Frequently Asked Questions

Grounded answers about EleutherIA's knowledge graph, ancient text corpus, vectorless GraphRAG retrieval, open licensing, and core questions in the ancient free will debate.

What is EleutherIA?

EleutherIA (from the Greek ἐλευθερία, “freedom,” combined with IA, French for AI) is an open scholarly research platform for ancient debates on free will, fate, providence, and moral responsibility across the Greco-Roman and early Christian worlds. It unifies a FAIR-aligned knowledge graph, an ancient-text corpus in Greek and Latin, and an agentic GraphRAG engine for citation-grounded question answering. Its coverage spans roughly twelve centuries, from the Presocratics (6th c. BCE) to Boethius and the late Church Fathers (6th c. CE). It is live at https://free-will.app.

What data does EleutherIA contain?

As of the 2026-06-05 knowledge-graph snapshot, the graph contains 20,060 nodes and 56,737 edges spanning 241 ancient works, with roughly 17,800 anchored passages in Greek and Latin (with English translations) and 19,751 passage citations linking the graph to primary-text evidence. The nodes cover philosophers, concepts, arguments, schools, and works; the corpus carries critical-edition provenance and per-passage integrity hashes. The data is released open-access under CC BY 4.0 and archived on Zenodo (DOI 10.5281/zenodo.17379489).

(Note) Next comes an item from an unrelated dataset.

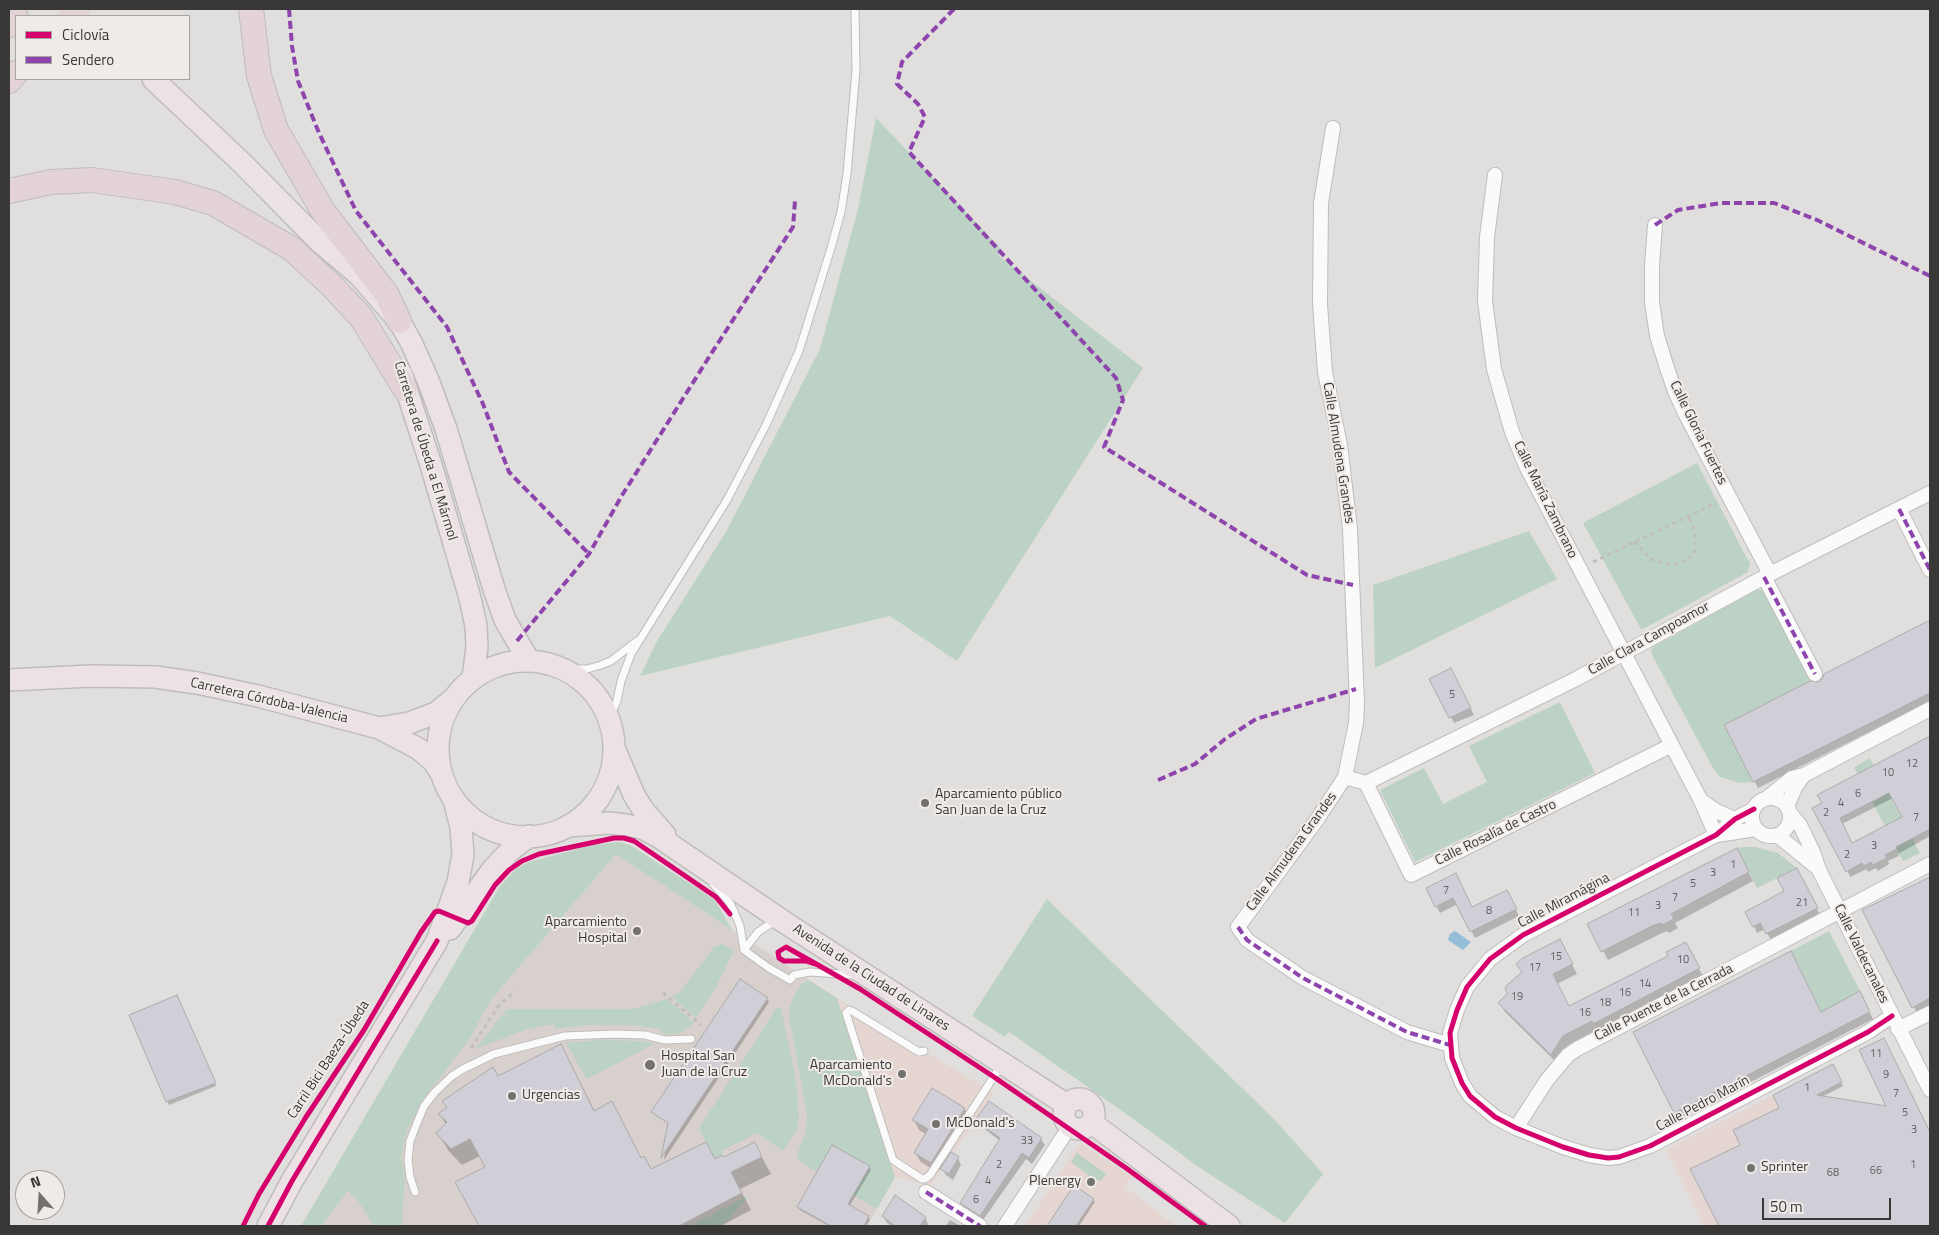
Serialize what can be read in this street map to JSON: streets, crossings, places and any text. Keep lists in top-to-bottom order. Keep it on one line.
{"streets":{"main road":["Carretera de Úbeda a El Mármol","Carretera Córdoba-Valencia","Avenida de la Ciudad de Linares"],"street":["Calle Gloria Fuertes","Calle Almudena Grandes","Calle María Zambrano","Calle Clara Campoamor","Calle Rosalía de Castro","Calle Miramágina","Calle Valdecanales","Calle Puente de la Cerrada","Calle Pedro Marín"],"cycle path":["Carril Bici Baeza-Úbeda"]},"crossings":[["Calle Gloria Fuertes","Calle Clara Campoamor"],["Carretera de Úbeda a El Mármol","Carretera Córdoba-Valencia"],["Carretera de Úbeda a El Mármol","Avenida de la Ciudad de Linares"],["Calle Almudena Grandes","Calle Clara Campoamor"],["Calle Almudena Grandes","Calle Rosalía de Castro"],["Calle Almudena Grandes","Calle Miramágina"],["Calle María Zambrano","Calle Clara Campoamor"],["Calle María Zambrano","Calle Rosalía de Castro"],["Calle María Zambrano","Calle Miramágina"],["Calle Clara Campoamor","Calle Rosalía de Castro"],["Carretera Córdoba-Valencia","Avenida de la Ciudad de Linares"],["Calle Miramágina","Calle Valdecanales"],["Calle Miramágina","Calle Puente de la Cerrada"],["Calle Miramágina","Calle Pedro Marín"],["Calle Valdecanales","Calle Puente de la Cerrada"],["Calle Valdecanales","Calle Pedro Marín"],["Calle Puente de la Cerrada","Calle Pedro Marín"]],"places":["Aparcamiento público San Juan de la Cruz","Aparcamiento Hospital","Hospital San Juan de la Cruz","Aparcamiento McDonald's","Urgencias","McDonald's","Sprinter","Plenergy"],"house_numbers":["5","12","10","6","4","2","7","3","2","1","3","5","7","7","21","3","8","11","15","10","17","14","16","19","18","16","11","9","1","7","5","3","33","2","1","66","68","4","6"],"legend":["Ciclovía","Sendero"],"scale_bar":"50 m","north":"top"}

Is the EleutherIA data open?

Yes. EleutherIA is open-access and released under the Creative Commons Attribution 4.0 (CC BY 4.0) licence, which permits reuse with attribution. The dataset — knowledge graph, corpus, and supporting code — is archived on Zenodo under the concept DOI 10.5281/zenodo.17379489, and an RDF export (aligned on CIDOC-CRM, FOAF, SKOS, Dublin Core, PROV-O, and BIBO) makes the graph interoperable with the wider linked-data ecosystem.

Who built EleutherIA and how do I cite it?

EleutherIA was created by Romain Girardi (Université Côte d’Azur, CEPAM UMR 7264; and Faculté de Théologie Jean Calvin, Université de Genève; ORCID 0000-0002-5310-5346). To cite it, use: Girardi, R. (2026). EleutherIA: A FAIR-Compliant Knowledge Graph for Ancient Free Will Debates [Data set]. Zenodo. https://doi.org/10.5281/zenodo.17379489. For thesis or publication references, cite the version DOI of the frozen release used, together with the Git commit hash and the data snapshot date.

How does EleutherIA avoid fabricating ancient text?

EleutherIA enforces a strict no-fabrication policy: it never generates, paraphrases, reconstructs, or translates ancient Greek or Latin. Any quoted ancient-language span is verified verbatim against the cited passage in the corpus by a deterministic quote-fidelity gate, backed by a corpus-backed ancient-text verifier and an adversarial per-claim citation auditor. Every quotation must exist in the passages table with a verifiable source (CTS URN or passage id); when a claim cannot be grounded, the platform falls back to English rather than inventing text.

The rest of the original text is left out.